- _WORK REQUIRED_
Begin the reply with the line containing "Map reading. What" and end it with the final line of the listing, reproducing every line between exactly and adding nothing.

- _AVAILABLE RECORDS_
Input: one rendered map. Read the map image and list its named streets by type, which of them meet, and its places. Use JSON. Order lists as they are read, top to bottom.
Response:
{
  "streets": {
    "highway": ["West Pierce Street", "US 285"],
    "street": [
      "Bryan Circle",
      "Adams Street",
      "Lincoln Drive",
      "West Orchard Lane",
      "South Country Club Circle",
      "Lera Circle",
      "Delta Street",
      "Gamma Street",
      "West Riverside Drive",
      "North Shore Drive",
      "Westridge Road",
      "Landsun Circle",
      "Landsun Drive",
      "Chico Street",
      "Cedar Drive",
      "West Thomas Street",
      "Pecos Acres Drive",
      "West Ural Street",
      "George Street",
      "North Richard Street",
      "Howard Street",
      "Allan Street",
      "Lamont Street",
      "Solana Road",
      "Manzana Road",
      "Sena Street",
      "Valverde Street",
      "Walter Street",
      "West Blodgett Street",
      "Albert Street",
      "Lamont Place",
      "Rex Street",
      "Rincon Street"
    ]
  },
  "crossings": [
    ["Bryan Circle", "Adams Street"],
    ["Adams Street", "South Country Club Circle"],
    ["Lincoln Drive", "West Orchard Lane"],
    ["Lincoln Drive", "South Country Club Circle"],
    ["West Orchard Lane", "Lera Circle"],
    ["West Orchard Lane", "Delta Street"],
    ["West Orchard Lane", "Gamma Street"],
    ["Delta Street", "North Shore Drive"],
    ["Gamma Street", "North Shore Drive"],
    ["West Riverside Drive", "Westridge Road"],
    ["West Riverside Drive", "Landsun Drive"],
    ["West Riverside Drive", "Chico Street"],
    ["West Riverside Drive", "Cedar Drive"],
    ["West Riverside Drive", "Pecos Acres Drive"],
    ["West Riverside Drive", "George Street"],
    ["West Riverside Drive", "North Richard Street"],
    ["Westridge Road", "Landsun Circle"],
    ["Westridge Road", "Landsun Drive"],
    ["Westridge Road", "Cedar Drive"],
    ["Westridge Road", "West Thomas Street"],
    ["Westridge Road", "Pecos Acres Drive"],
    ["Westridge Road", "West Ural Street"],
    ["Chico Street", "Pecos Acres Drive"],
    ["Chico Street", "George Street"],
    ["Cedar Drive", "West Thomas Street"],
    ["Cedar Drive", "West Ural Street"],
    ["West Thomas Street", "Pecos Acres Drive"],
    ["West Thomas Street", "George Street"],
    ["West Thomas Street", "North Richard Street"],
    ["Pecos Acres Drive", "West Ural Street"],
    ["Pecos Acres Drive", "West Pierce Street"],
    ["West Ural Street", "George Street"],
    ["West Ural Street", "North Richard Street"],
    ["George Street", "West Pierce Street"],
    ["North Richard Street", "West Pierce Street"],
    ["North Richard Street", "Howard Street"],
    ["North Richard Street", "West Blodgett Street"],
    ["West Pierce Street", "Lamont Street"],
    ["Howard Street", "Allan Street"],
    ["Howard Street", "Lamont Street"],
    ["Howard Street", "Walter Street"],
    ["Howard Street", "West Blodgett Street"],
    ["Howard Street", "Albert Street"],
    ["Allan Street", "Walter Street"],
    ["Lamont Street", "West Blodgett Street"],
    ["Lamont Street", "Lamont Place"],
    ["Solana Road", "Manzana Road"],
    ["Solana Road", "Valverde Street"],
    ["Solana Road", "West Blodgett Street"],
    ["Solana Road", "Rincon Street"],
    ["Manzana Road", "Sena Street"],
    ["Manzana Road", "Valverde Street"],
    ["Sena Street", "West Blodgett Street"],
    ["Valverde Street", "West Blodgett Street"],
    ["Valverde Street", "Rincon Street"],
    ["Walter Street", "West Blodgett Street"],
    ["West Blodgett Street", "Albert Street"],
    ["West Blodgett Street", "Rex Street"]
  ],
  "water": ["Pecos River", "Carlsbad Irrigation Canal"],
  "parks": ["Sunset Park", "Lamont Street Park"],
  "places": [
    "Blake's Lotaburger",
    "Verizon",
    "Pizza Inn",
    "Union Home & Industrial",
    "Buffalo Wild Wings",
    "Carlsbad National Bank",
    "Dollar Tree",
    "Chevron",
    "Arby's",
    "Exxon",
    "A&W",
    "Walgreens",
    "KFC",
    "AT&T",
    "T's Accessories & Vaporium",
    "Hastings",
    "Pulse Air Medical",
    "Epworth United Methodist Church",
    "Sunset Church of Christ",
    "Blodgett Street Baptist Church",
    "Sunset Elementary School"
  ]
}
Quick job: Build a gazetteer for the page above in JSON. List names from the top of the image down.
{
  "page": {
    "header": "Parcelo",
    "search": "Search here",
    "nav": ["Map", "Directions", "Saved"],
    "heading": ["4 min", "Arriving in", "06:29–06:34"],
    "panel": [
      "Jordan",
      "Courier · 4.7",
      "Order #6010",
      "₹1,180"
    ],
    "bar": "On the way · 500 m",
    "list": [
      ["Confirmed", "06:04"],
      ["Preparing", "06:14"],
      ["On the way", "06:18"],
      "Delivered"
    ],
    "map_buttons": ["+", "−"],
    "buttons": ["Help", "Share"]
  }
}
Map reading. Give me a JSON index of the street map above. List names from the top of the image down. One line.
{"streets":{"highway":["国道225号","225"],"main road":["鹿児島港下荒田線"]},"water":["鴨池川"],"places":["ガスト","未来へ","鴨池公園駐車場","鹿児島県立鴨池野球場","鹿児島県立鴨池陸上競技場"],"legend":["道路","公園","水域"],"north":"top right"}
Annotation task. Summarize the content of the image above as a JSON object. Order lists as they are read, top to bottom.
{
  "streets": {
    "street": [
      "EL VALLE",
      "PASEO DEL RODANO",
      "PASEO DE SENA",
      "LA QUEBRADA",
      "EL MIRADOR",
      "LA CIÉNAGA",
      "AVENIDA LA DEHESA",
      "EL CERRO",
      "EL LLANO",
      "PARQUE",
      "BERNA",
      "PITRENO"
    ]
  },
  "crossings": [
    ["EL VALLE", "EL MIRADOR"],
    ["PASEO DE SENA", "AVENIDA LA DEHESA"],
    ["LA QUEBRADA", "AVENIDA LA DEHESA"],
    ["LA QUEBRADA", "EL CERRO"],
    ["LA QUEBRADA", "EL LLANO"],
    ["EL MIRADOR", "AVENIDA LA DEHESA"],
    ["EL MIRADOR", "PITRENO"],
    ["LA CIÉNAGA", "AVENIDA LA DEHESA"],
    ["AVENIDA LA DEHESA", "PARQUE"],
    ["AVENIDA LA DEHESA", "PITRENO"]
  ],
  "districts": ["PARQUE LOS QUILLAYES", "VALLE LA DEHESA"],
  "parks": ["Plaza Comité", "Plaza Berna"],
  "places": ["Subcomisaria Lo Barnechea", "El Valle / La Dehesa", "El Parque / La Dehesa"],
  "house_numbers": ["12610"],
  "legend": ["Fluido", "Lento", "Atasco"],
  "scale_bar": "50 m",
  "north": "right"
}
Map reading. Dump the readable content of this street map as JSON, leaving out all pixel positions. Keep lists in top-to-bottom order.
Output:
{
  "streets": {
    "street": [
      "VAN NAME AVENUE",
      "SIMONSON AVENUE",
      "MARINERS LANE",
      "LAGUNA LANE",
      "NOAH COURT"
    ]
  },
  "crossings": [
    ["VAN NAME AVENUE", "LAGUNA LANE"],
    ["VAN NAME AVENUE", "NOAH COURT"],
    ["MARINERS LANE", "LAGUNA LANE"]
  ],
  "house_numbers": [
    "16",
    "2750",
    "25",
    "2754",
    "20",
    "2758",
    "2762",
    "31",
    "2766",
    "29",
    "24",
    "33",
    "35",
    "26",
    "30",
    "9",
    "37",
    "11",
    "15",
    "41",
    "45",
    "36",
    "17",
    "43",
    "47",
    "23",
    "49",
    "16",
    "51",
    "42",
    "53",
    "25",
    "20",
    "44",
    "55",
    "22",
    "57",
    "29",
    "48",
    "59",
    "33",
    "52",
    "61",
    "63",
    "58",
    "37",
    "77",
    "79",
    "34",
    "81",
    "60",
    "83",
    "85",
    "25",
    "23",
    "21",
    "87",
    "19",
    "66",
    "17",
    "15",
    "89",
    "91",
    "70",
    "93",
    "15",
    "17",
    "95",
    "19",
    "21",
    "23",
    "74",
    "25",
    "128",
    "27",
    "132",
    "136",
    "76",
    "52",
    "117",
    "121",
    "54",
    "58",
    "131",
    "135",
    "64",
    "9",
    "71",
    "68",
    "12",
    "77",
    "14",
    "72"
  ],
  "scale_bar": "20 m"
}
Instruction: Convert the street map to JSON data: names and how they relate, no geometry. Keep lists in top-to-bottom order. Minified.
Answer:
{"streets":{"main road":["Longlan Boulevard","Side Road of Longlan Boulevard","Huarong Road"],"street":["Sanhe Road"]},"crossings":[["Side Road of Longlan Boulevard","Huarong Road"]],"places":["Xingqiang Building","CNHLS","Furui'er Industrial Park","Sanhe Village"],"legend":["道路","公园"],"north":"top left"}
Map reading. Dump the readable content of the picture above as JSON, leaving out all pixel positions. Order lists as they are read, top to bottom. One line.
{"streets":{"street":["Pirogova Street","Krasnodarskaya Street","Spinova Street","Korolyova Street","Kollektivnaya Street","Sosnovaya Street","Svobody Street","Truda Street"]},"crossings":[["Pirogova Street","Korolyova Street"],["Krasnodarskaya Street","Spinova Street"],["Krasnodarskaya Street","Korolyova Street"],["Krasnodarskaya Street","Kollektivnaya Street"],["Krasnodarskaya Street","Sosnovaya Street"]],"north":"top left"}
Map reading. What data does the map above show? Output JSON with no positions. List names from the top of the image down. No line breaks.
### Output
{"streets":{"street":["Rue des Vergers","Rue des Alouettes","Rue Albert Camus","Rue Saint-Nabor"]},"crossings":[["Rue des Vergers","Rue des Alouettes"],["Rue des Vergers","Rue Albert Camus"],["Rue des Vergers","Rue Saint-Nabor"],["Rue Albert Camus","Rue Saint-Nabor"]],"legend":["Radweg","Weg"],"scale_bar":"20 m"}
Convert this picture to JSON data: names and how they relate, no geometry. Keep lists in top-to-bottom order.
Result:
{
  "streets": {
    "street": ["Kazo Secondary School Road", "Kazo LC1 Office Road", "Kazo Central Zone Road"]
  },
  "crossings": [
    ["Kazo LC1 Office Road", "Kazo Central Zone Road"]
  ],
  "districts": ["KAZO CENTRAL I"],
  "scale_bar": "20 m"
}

- _ANSWER AREA_
Map reading. What data does the map above show? Output JSON with no positions. List names from the top of the image down. No line breaks.
### Output
{"streets":{"street":["Rue des Vergers","Rue des Alouettes","Rue Albert Camus","Rue Saint-Nabor"]},"crossings":[["Rue des Vergers","Rue des Alouettes"],["Rue des Vergers","Rue Albert Camus"],["Rue des Vergers","Rue Saint-Nabor"],["Rue Albert Camus","Rue Saint-Nabor"]],"legend":["Radweg","Weg"],"scale_bar":"20 m"}
Convert this picture to JSON data: names and how they relate, no geometry. Keep lists in top-to-bottom order.
Result:
{
  "streets": {
    "street": ["Kazo Secondary School Road", "Kazo LC1 Office Road", "Kazo Central Zone Road"]
  },
  "crossings": [
    ["Kazo LC1 Office Road", "Kazo Central Zone Road"]
  ],
  "districts": ["KAZO CENTRAL I"],
  "scale_bar": "20 m"
}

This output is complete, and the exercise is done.